Inborn Metabolic Diseases: Diagnosis and Treatment 7th Edition

Inborn Metabolic Diseases: Diagnosis and Treatment 7th Edition

by Jean-Marie Saudubray (Editor), Matthias R. Baumgartner (Editor), Ángeles García-Cazorla (Editor), John Walter (Editor)

This 7th edition is a milestone in the series of Inborn Metabolic Diseases (IMD), recognised as the standard textbook for professionals involved in the diagnosis and
management of IMD.

Within the last 5 years a Copernican revolution in our understanding of IMD has changed the definition, concepts, paradigms, and classification. This new edition now extends
the concept of IMD to include those disturbances in molecular machinery diagnosed by molecular techniques but currently without measurable metabolic markers.

The book presents a clinical and biochemical approach to the diagnosis and management of IEM with many diagnostic algorithms for patients of all ages and with a particular
focus on neurological presentations.

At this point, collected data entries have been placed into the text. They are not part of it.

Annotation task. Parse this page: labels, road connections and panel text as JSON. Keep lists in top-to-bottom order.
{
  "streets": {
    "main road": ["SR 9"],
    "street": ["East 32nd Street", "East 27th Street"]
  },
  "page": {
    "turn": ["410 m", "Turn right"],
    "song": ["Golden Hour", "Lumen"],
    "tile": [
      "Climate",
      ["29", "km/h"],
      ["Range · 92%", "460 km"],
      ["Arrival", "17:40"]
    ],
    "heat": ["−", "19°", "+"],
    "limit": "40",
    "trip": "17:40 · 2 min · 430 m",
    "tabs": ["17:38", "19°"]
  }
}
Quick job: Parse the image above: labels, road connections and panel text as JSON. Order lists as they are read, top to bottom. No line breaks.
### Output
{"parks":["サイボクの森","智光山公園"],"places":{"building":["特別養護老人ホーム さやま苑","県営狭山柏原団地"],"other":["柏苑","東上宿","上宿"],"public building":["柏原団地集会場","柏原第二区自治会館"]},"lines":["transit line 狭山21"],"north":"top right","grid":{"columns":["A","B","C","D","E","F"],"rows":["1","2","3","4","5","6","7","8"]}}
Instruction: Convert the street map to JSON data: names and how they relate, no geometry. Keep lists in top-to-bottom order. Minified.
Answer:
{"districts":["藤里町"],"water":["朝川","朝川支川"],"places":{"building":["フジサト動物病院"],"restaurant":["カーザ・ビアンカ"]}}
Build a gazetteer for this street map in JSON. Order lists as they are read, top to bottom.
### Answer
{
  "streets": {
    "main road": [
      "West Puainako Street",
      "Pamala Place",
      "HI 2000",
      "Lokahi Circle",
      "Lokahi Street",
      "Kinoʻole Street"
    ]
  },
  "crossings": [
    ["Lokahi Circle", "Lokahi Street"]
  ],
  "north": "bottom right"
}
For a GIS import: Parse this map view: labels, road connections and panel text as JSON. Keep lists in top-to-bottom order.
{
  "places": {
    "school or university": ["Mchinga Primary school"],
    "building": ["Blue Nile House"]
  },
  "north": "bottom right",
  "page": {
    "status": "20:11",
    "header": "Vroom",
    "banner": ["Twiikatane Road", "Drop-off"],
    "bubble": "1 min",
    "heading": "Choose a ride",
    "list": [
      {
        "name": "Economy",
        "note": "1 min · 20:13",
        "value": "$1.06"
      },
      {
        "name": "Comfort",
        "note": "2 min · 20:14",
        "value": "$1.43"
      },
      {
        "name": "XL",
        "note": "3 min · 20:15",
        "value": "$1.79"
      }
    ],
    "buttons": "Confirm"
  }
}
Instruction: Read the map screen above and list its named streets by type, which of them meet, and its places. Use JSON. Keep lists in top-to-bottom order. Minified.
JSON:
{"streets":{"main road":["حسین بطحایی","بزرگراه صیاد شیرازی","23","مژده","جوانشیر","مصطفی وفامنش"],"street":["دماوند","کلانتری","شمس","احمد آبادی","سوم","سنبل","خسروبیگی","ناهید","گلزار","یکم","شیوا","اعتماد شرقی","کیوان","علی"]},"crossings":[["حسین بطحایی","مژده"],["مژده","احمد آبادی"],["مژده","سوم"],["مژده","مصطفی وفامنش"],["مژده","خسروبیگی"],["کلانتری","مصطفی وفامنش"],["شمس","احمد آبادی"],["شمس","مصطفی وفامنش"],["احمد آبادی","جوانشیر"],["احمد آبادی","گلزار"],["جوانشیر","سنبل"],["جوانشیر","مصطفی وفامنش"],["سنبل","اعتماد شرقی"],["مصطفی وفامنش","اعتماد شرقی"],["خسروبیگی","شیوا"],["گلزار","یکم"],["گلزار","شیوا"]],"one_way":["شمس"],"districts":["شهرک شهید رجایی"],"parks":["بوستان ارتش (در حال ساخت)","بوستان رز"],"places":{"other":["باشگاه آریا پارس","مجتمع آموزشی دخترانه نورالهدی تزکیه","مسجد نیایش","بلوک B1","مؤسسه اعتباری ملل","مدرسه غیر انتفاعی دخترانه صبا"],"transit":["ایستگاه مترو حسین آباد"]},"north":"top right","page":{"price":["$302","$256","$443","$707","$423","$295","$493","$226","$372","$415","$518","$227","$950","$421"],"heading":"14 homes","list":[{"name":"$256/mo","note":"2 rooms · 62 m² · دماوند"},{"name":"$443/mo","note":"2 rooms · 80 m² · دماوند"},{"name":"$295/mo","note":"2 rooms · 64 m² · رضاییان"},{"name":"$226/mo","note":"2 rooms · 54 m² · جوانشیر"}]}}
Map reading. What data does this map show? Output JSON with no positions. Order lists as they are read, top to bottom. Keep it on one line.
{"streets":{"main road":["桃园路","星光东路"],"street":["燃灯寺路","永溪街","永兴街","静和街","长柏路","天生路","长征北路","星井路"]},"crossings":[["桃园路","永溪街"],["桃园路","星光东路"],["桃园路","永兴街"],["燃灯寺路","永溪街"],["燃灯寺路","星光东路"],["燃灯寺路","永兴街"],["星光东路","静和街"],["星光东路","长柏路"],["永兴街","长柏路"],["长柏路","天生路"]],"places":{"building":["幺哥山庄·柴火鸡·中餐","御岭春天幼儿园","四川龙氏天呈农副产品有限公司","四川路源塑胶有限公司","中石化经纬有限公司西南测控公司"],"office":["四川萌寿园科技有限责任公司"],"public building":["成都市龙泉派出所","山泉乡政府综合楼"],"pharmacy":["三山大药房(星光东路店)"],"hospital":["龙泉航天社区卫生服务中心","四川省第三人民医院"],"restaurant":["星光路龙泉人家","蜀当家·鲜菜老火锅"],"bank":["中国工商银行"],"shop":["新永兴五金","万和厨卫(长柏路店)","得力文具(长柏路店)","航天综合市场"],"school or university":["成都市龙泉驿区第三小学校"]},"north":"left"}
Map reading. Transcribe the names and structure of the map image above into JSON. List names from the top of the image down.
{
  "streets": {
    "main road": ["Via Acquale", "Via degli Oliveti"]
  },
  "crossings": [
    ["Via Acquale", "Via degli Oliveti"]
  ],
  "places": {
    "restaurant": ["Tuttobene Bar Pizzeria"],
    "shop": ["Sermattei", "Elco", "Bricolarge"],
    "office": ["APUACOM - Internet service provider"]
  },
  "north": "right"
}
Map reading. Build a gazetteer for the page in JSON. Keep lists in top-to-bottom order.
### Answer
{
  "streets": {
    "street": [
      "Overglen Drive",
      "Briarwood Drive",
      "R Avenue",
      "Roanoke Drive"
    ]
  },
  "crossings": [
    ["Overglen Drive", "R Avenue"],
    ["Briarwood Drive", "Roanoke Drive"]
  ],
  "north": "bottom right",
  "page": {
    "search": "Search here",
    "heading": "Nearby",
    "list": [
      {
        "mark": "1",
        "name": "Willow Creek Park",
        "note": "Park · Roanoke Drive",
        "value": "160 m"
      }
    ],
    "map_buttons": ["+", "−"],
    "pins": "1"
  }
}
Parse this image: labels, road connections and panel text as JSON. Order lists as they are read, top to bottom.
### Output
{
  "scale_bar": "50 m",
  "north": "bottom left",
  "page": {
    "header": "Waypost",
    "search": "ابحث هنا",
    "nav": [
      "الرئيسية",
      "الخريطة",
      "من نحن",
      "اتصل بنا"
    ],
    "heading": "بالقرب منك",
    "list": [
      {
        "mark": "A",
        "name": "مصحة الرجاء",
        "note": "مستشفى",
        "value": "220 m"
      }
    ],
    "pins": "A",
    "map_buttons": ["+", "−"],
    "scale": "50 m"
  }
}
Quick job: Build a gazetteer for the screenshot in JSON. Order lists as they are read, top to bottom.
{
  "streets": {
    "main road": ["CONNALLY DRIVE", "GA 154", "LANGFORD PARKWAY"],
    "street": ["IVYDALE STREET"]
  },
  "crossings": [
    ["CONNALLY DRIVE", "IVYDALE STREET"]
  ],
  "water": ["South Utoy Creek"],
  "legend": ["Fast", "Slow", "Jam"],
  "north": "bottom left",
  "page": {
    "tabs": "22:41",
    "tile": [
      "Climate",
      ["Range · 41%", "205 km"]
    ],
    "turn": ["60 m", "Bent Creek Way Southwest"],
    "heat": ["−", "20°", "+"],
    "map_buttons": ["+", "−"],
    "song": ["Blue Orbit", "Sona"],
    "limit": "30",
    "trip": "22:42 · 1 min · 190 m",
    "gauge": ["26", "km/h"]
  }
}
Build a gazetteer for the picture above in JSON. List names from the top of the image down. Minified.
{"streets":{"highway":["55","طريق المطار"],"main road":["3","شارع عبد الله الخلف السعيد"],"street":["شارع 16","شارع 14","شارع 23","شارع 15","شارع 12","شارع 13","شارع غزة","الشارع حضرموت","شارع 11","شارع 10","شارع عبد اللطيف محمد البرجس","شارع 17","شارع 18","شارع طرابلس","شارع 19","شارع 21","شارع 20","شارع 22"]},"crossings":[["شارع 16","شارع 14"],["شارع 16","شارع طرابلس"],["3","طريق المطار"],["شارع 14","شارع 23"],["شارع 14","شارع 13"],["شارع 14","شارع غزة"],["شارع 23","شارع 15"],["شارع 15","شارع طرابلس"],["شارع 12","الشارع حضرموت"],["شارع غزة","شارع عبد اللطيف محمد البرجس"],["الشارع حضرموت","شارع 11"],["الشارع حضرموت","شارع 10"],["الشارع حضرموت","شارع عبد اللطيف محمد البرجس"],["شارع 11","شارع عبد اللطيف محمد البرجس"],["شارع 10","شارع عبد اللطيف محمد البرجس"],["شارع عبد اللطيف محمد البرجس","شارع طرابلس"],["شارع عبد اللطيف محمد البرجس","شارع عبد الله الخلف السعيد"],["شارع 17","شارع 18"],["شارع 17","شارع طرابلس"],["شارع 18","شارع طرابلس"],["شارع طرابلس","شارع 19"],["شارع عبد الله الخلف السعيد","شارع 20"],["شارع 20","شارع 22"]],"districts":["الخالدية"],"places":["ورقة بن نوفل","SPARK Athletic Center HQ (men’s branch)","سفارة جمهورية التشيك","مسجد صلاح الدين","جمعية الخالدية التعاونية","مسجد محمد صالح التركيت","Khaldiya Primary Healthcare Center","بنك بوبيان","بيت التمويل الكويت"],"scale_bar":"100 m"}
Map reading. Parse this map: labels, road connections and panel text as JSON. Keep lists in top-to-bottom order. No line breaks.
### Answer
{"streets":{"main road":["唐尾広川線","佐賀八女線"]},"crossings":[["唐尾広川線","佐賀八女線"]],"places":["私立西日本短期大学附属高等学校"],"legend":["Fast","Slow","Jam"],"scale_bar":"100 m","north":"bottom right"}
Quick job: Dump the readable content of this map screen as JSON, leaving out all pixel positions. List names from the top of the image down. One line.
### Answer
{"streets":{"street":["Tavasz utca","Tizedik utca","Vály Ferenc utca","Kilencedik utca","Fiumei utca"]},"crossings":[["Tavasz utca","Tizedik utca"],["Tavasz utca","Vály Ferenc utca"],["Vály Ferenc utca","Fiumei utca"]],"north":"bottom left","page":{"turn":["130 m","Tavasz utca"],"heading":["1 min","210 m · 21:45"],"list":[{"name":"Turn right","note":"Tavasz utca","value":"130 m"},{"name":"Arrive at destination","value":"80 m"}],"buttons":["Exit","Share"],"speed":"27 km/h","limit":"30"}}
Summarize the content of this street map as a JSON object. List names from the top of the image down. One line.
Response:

It includes separate, comprehensive sections on IEM classified in 3 major pathophysiological categories: disorders of energy metabolism,
both mitochondrial and non-mitochondrial; small molecule disorders, mostly diagnosed with metabolic markers; and complex molecules disorders, mostly diagnosed with molecular
techniques.

Two new chapters were added, describing around 600 disorders of nucleic acid metabolism, tRNA metabolism, ribosomal biogenesis, and cellular trafficking.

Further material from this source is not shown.